Work instruction:
Return a copy of every line in the data below that contains "note".
╭─ Data under study
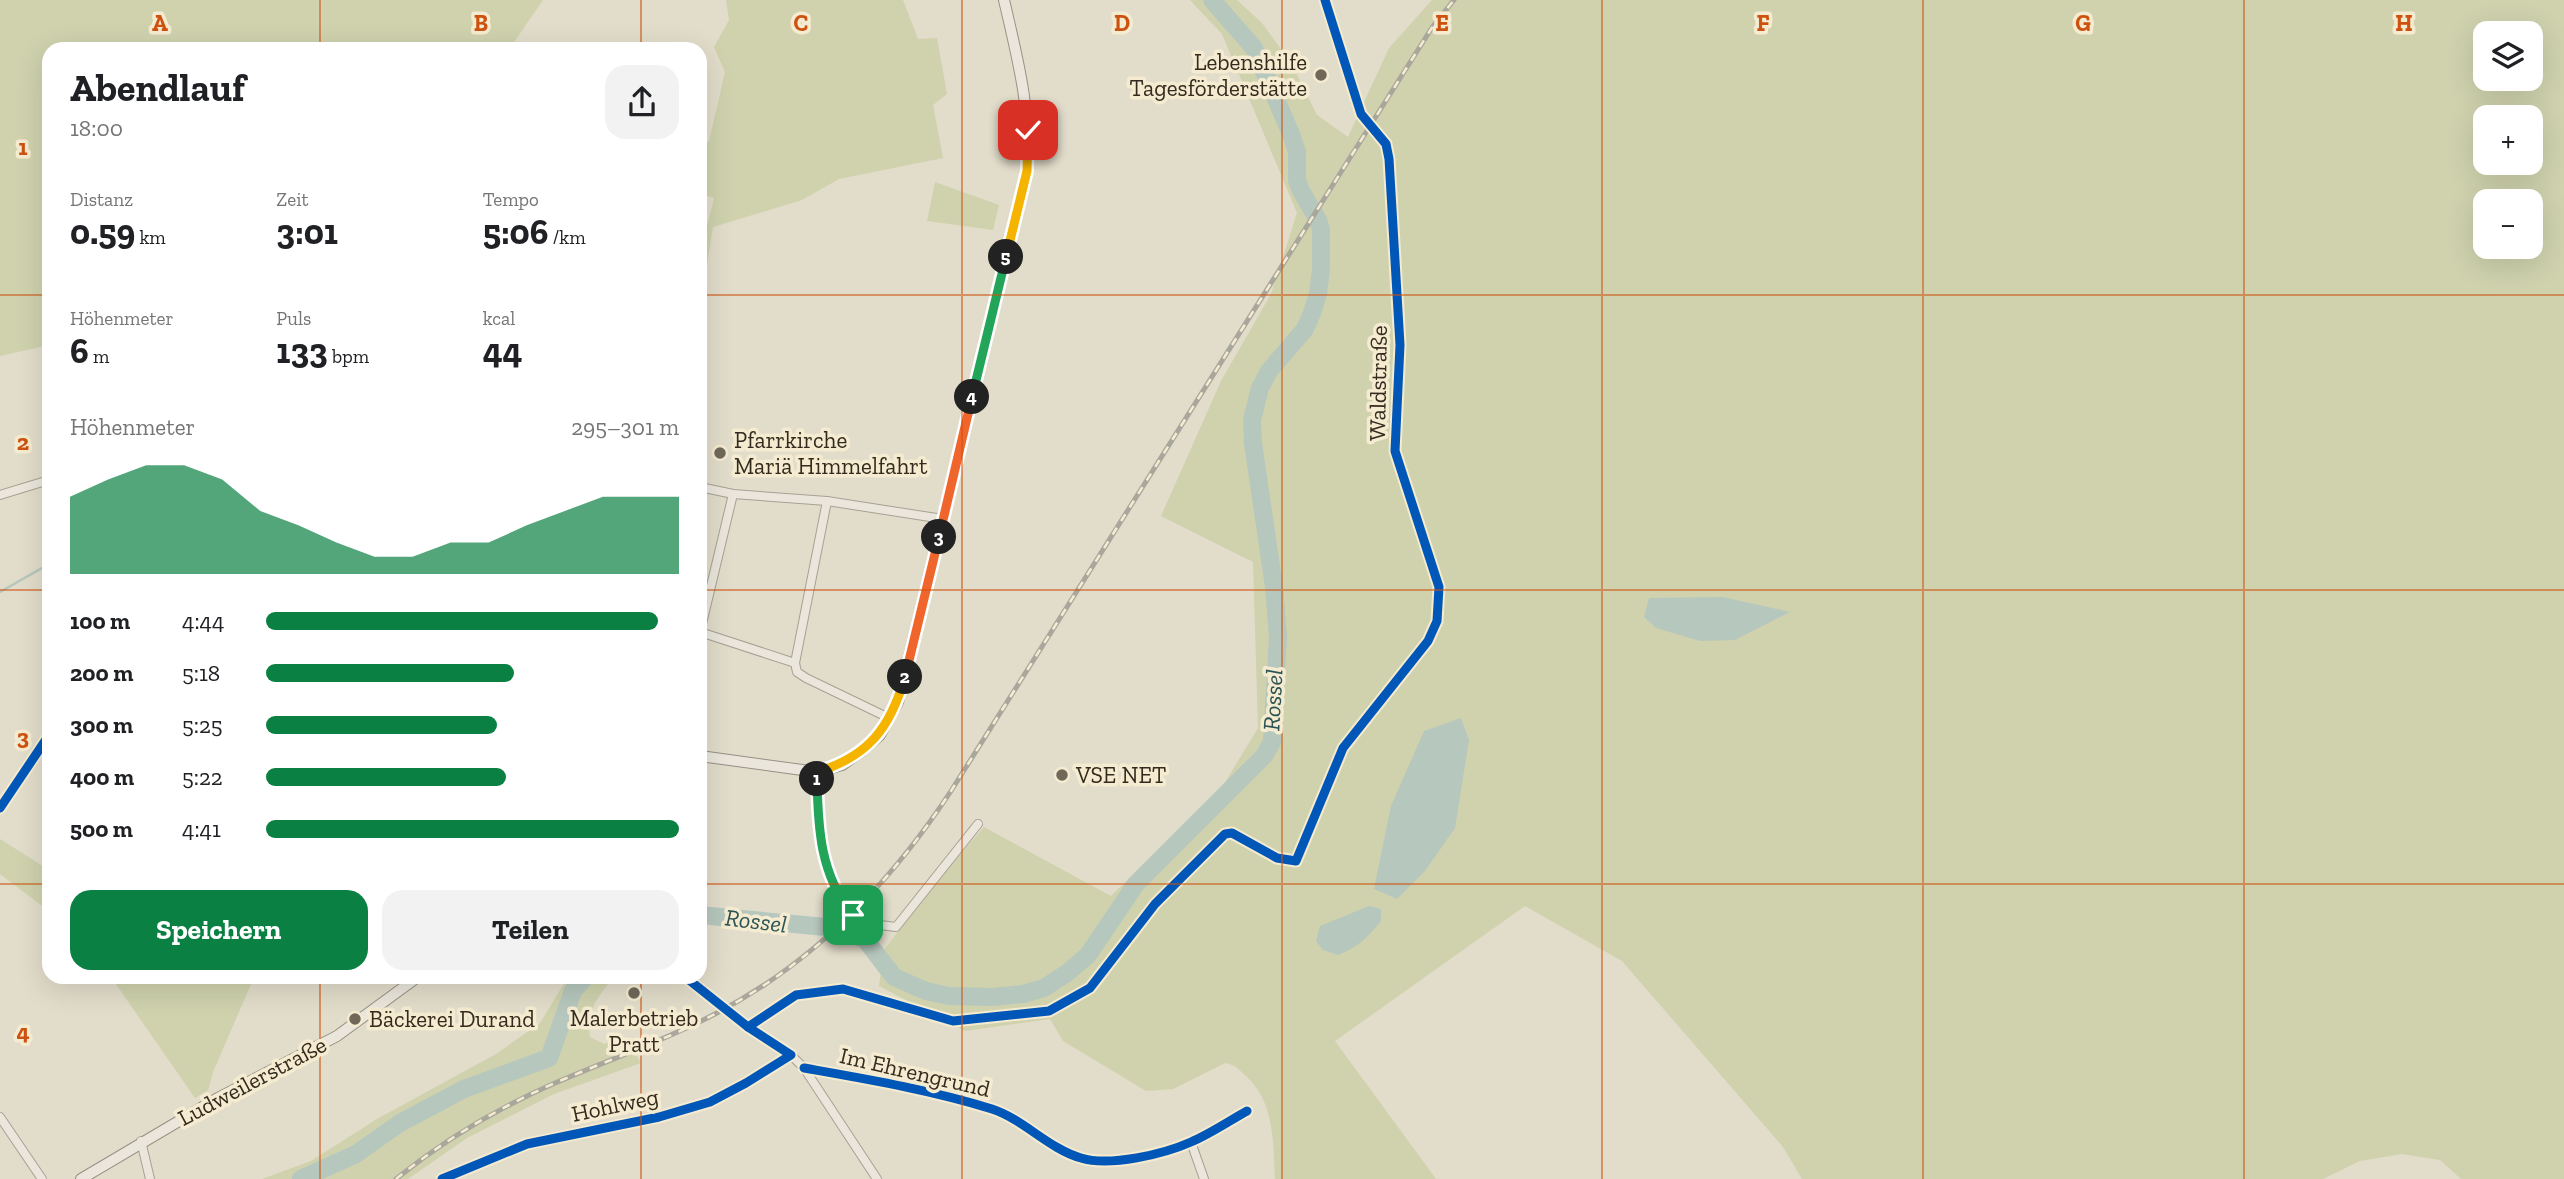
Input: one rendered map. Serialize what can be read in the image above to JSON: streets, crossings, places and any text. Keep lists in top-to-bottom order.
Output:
{
  "streets": {
    "main road": ["Ludweilerstraße"],
    "street": ["Waldstraße", "Im Ehrengrund", "Hohlweg"]
  },
  "water": ["Rossel"],
  "places": [
    "Lebenshilfe Tagesförderstätte",
    "Pfarrkirche Mariä Himmelfahrt",
    "VSE NET",
    "Malerbetrieb Pratt",
    "Bäckerei Durand"
  ],
  "page": {
    "map_buttons": ["+", "−"],
    "heading": ["Abendlauf", "18:00"],
    "stats": [
      ["Distanz", "0.59 km"],
      ["Zeit", "3:01"],
      ["Tempo", "5:06 /km"],
      ["Höhenmeter", "6 m"],
      ["Puls", "133 bpm"],
      ["kcal", "44"]
    ],
    "pins": [
      "5",
      "4",
      "3",
      "2",
      "1"
    ],
    "chart": ["Höhenmeter", "295–301 m"],
    "list": [
      {
        "name": "100 m",
        "note": "4:44"
      },
      {
        "name": "200 m",
        "note": "5:18"
      },
      {
        "name": "300 m",
        "note": "5:25"
      },
      {
        "name": "400 m",
        "note": "5:22"
      },
      {
        "name": "500 m",
        "note": "4:41"
      }
    ],
    "buttons": ["Speichern", "Teilen"]
  },
  "grid": {
    "columns": [
      "A",
      "B",
      "C",
      "D",
      "E",
      "F",
      "G",
      "H"
    ],
    "rows": [
      "1",
      "2",
      "3",
      "4"
    ]
  }
}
╰─
Output of the exercise:
        "note": "4:44"
        "note": "5:18"
        "note": "5:25"
        "note": "5:22"
        "note": "4:41"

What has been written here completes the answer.